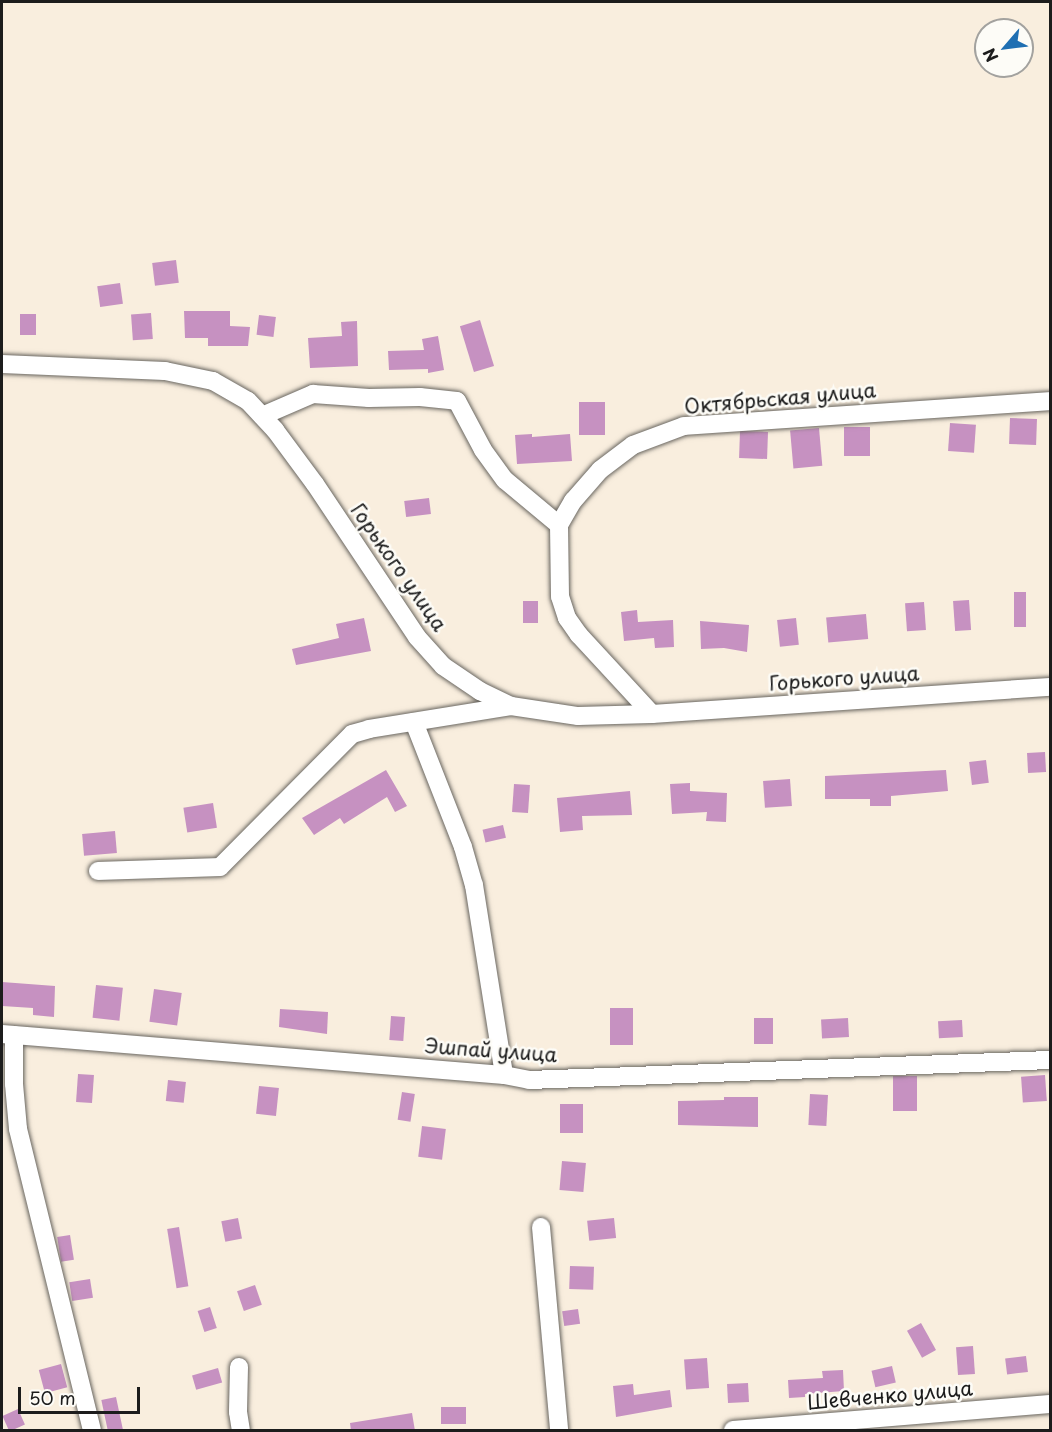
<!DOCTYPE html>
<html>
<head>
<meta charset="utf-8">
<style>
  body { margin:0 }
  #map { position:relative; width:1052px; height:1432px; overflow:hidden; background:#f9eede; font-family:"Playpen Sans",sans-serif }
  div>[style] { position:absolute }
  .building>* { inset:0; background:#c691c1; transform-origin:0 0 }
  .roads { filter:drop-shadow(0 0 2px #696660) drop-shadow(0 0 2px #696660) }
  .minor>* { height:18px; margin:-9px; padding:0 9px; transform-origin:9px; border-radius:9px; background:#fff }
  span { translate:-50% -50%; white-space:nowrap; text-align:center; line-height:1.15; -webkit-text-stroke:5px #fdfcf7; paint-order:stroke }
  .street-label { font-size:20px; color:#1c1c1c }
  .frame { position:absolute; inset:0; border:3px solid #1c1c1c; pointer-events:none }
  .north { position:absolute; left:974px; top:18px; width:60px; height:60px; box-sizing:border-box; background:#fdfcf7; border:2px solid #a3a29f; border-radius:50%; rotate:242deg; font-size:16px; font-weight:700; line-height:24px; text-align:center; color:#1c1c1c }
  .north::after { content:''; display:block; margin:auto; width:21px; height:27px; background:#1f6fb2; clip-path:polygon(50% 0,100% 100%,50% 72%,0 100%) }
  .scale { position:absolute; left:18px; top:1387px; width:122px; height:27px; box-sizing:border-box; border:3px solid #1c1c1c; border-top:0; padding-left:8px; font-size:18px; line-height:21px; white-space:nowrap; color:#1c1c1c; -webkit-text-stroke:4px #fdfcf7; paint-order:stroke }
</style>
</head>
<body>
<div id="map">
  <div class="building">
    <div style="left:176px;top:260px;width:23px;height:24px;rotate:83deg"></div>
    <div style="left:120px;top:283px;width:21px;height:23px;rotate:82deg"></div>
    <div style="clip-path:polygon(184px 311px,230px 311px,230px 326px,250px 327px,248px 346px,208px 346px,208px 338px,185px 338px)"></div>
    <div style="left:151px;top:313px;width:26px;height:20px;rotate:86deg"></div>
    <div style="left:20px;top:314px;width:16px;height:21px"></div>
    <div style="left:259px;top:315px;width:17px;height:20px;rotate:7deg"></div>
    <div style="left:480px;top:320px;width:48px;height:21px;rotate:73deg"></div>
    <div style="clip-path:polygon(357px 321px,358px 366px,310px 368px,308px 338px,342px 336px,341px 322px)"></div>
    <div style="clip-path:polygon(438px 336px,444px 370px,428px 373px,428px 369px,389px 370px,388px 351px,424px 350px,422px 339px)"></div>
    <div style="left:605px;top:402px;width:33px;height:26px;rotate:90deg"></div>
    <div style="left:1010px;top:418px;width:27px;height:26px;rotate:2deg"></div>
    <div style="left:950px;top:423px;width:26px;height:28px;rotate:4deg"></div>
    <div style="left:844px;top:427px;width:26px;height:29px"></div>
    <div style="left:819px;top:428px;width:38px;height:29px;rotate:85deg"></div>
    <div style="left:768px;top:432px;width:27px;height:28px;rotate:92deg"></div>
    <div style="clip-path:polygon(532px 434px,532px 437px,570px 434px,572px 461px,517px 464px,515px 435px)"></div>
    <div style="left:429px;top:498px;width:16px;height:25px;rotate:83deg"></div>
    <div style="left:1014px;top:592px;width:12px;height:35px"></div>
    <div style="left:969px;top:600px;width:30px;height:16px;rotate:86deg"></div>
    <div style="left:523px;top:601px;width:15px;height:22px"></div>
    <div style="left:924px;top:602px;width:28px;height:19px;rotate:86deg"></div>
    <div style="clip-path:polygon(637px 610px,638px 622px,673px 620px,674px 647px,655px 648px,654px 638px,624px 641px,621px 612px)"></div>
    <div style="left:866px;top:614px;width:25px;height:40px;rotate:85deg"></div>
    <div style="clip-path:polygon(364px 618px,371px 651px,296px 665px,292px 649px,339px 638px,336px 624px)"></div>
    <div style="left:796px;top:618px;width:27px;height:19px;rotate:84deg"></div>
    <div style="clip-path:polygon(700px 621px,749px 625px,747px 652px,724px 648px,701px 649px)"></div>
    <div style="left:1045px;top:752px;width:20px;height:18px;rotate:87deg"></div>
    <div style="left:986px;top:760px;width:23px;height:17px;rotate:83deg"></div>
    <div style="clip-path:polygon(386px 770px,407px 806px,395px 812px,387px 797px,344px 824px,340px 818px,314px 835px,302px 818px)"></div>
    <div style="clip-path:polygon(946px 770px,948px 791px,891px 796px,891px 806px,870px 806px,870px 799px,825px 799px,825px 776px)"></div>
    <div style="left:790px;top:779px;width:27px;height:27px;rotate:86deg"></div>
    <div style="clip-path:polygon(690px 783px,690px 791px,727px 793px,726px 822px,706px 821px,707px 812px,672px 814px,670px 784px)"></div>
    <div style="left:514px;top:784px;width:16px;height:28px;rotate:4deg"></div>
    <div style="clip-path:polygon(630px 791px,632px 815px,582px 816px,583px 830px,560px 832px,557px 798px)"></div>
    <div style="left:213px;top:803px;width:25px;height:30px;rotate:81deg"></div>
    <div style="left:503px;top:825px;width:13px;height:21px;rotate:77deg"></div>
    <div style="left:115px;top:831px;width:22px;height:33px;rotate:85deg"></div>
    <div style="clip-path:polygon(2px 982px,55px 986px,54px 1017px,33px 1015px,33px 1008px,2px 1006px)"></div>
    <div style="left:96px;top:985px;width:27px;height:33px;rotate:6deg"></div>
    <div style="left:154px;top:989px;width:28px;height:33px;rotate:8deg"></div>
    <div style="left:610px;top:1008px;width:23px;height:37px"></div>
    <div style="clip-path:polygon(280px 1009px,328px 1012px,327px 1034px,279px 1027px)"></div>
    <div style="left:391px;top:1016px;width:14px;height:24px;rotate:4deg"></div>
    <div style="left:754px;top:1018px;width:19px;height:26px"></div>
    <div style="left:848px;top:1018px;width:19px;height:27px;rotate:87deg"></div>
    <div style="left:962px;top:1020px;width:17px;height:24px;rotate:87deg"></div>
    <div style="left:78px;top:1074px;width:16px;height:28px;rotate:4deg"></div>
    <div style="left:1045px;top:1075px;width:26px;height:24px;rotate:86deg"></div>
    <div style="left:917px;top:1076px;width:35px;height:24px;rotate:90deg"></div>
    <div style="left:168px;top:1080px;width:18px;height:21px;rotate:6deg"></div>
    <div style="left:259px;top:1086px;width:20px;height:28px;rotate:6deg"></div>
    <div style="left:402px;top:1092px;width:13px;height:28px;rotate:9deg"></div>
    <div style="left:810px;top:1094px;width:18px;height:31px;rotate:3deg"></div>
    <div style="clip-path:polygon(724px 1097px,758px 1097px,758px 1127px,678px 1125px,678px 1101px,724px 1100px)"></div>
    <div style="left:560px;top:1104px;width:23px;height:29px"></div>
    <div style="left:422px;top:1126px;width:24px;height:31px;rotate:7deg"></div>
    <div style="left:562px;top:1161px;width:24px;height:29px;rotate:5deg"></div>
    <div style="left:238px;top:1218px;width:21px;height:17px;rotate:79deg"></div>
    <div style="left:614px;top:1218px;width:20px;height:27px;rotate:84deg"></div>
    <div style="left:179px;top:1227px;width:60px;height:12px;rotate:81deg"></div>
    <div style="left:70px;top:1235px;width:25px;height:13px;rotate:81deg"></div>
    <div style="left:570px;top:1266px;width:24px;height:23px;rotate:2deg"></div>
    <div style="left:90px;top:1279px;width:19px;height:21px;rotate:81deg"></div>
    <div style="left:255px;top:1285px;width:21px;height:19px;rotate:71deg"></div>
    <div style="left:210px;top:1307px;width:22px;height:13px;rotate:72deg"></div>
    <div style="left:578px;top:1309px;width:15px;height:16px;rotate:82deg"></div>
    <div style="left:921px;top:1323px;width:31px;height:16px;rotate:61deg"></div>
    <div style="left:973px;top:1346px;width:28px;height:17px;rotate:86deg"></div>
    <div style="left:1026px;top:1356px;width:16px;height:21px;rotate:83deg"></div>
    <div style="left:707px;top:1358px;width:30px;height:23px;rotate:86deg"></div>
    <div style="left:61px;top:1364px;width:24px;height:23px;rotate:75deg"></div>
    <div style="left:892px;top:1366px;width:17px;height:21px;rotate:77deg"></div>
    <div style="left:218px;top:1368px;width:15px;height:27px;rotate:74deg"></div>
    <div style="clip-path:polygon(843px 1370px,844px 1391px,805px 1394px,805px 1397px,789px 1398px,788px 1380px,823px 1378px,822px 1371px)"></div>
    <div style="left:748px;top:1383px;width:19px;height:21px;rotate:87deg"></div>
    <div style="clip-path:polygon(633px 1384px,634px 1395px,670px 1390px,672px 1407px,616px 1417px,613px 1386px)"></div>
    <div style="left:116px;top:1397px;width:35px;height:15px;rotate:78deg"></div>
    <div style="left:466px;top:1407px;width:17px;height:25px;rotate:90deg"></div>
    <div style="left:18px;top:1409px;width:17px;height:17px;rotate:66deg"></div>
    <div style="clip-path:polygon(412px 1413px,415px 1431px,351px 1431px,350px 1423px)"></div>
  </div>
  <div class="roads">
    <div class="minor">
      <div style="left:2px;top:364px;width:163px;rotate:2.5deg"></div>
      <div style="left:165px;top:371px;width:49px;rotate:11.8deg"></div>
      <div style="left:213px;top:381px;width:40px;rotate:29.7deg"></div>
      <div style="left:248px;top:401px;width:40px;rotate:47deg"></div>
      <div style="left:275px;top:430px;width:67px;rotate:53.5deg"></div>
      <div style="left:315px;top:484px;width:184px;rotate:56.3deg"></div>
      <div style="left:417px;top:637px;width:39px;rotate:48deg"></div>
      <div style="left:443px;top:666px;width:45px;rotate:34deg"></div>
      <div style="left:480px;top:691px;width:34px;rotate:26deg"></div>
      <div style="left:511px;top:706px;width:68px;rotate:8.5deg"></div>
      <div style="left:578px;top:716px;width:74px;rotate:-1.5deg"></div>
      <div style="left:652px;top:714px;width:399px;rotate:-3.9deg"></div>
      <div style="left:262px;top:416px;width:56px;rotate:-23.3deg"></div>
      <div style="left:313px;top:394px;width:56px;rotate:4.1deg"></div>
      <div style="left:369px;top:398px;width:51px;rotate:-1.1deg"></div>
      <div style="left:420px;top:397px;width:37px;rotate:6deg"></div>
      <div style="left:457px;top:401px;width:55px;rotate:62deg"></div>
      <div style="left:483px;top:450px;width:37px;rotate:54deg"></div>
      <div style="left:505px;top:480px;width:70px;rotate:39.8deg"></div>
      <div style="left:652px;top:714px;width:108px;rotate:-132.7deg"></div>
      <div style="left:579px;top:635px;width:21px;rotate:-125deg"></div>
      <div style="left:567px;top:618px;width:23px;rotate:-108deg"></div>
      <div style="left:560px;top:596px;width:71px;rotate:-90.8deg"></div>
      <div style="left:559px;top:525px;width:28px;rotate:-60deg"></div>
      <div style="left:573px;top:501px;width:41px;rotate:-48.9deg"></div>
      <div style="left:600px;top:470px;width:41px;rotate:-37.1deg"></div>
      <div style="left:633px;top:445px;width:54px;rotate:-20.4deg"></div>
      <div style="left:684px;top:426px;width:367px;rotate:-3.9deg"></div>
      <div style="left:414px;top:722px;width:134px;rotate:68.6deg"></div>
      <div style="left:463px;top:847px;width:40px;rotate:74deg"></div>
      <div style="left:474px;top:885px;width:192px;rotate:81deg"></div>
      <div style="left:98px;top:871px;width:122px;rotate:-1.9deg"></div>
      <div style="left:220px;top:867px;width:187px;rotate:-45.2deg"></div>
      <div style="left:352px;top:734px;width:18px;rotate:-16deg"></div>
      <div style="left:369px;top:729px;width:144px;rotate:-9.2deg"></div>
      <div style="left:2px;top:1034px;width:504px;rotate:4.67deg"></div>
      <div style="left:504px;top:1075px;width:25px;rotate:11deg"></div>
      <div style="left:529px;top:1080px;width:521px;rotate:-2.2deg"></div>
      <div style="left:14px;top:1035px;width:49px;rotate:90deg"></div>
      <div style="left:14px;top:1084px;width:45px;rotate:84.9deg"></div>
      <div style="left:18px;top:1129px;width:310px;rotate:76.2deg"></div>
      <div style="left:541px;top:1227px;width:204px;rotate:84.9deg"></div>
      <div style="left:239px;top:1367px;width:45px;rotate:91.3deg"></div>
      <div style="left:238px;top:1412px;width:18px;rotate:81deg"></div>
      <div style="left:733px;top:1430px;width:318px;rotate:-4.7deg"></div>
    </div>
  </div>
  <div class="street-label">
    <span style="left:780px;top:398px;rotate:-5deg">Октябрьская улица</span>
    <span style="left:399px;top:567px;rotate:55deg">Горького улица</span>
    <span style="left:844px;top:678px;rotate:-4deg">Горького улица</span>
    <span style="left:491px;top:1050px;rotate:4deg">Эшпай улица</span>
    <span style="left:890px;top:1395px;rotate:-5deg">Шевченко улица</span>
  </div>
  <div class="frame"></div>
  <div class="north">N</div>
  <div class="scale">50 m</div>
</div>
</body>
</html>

..............................

__Task objective__. No pictures should appear; only the lines from the first line of the records through the line with "position:relative; width:1052px; height:1432px;", both included, are to be restated word for word.

__Result__.
<!DOCTYPE html>
<html>
<head>
<meta charset="utf-8">
<style>
  body { margin:0 }
  #map { position:relative; width:1052px; height:1432px; overflow:hidden; background:#f9eede; font-family:"Playpen Sans",sans-serif }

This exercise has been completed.